▸ Problem details
Your task is to print the listing exactly as it stands.

▸ Recorded information
==========
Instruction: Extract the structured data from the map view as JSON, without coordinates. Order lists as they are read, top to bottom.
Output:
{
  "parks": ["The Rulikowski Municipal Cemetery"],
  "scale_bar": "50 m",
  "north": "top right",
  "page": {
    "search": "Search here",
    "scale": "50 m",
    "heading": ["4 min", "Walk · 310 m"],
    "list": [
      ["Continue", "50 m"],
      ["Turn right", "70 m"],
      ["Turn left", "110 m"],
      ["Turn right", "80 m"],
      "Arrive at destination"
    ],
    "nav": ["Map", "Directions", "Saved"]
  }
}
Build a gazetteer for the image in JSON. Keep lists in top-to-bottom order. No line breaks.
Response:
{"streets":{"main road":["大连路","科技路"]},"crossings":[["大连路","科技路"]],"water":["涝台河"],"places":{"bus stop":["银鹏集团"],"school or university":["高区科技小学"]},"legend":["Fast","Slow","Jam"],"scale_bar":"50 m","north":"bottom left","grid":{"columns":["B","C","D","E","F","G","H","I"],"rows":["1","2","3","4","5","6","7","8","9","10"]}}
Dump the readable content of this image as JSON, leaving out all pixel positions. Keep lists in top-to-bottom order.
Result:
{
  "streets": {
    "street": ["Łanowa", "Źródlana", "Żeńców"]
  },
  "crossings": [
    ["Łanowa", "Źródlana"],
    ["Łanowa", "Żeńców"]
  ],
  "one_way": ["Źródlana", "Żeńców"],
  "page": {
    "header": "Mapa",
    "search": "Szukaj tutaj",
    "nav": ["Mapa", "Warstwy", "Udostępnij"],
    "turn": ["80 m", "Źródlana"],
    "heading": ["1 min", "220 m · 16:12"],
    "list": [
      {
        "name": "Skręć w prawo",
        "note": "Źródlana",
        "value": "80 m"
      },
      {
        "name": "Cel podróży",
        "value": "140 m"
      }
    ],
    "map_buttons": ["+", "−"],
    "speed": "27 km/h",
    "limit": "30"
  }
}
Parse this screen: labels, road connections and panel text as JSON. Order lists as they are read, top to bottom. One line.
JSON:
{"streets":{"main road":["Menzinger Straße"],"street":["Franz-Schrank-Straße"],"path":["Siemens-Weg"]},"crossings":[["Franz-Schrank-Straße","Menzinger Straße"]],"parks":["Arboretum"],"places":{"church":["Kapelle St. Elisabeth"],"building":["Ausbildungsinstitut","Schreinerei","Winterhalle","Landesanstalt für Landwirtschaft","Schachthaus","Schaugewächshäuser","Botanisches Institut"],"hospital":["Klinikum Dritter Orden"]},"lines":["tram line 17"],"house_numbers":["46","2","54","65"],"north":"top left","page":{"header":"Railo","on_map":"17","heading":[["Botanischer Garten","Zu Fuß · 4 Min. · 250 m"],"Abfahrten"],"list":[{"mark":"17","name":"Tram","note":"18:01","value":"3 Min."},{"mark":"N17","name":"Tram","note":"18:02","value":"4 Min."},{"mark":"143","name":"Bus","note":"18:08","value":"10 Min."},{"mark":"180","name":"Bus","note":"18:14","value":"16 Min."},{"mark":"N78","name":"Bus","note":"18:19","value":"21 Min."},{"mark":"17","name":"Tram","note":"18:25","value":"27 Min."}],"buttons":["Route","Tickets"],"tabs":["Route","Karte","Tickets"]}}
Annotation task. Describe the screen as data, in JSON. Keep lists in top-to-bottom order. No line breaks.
==========
▸ Solution for this task
Instruction: Extract the structured data from the map view as JSON, without coordinates. Order lists as they are read, top to bottom.
Output:
{
  "parks": ["The Rulikowski Municipal Cemetery"],
  "scale_bar": "50 m",
  "north": "top right",
  "page": {
    "search": "Search here",
    "scale": "50 m",
    "heading": ["4 min", "Walk · 310 m"],
    "list": [
      ["Continue", "50 m"],
      ["Turn right", "70 m"],
      ["Turn left", "110 m"],
      ["Turn right", "80 m"],
      "Arrive at destination"
    ],
    "nav": ["Map", "Directions", "Saved"]
  }
}
Build a gazetteer for the image in JSON. Keep lists in top-to-bottom order. No line breaks.
Response:
{"streets":{"main road":["大连路","科技路"]},"crossings":[["大连路","科技路"]],"water":["涝台河"],"places":{"bus stop":["银鹏集团"],"school or university":["高区科技小学"]},"legend":["Fast","Slow","Jam"],"scale_bar":"50 m","north":"bottom left","grid":{"columns":["B","C","D","E","F","G","H","I"],"rows":["1","2","3","4","5","6","7","8","9","10"]}}
Dump the readable content of this image as JSON, leaving out all pixel positions. Keep lists in top-to-bottom order.
Result:
{
  "streets": {
    "street": ["Łanowa", "Źródlana", "Żeńców"]
  },
  "crossings": [
    ["Łanowa", "Źródlana"],
    ["Łanowa", "Żeńców"]
  ],
  "one_way": ["Źródlana", "Żeńców"],
  "page": {
    "header": "Mapa",
    "search": "Szukaj tutaj",
    "nav": ["Mapa", "Warstwy", "Udostępnij"],
    "turn": ["80 m", "Źródlana"],
    "heading": ["1 min", "220 m · 16:12"],
    "list": [
      {
        "name": "Skręć w prawo",
        "note": "Źródlana",
        "value": "80 m"
      },
      {
        "name": "Cel podróży",
        "value": "140 m"
      }
    ],
    "map_buttons": ["+", "−"],
    "speed": "27 km/h",
    "limit": "30"
  }
}
Parse this screen: labels, road connections and panel text as JSON. Order lists as they are read, top to bottom. One line.
JSON:
{"streets":{"main road":["Menzinger Straße"],"street":["Franz-Schrank-Straße"],"path":["Siemens-Weg"]},"crossings":[["Franz-Schrank-Straße","Menzinger Straße"]],"parks":["Arboretum"],"places":{"church":["Kapelle St. Elisabeth"],"building":["Ausbildungsinstitut","Schreinerei","Winterhalle","Landesanstalt für Landwirtschaft","Schachthaus","Schaugewächshäuser","Botanisches Institut"],"hospital":["Klinikum Dritter Orden"]},"lines":["tram line 17"],"house_numbers":["46","2","54","65"],"north":"top left","page":{"header":"Railo","on_map":"17","heading":[["Botanischer Garten","Zu Fuß · 4 Min. · 250 m"],"Abfahrten"],"list":[{"mark":"17","name":"Tram","note":"18:01","value":"3 Min."},{"mark":"N17","name":"Tram","note":"18:02","value":"4 Min."},{"mark":"143","name":"Bus","note":"18:08","value":"10 Min."},{"mark":"180","name":"Bus","note":"18:14","value":"16 Min."},{"mark":"N78","name":"Bus","note":"18:19","value":"21 Min."},{"mark":"17","name":"Tram","note":"18:25","value":"27 Min."}],"buttons":["Route","Tickets"],"tabs":["Route","Karte","Tickets"]}}
Annotation task. Describe the screen as data, in JSON. Keep lists in top-to-bottom order. No line breaks.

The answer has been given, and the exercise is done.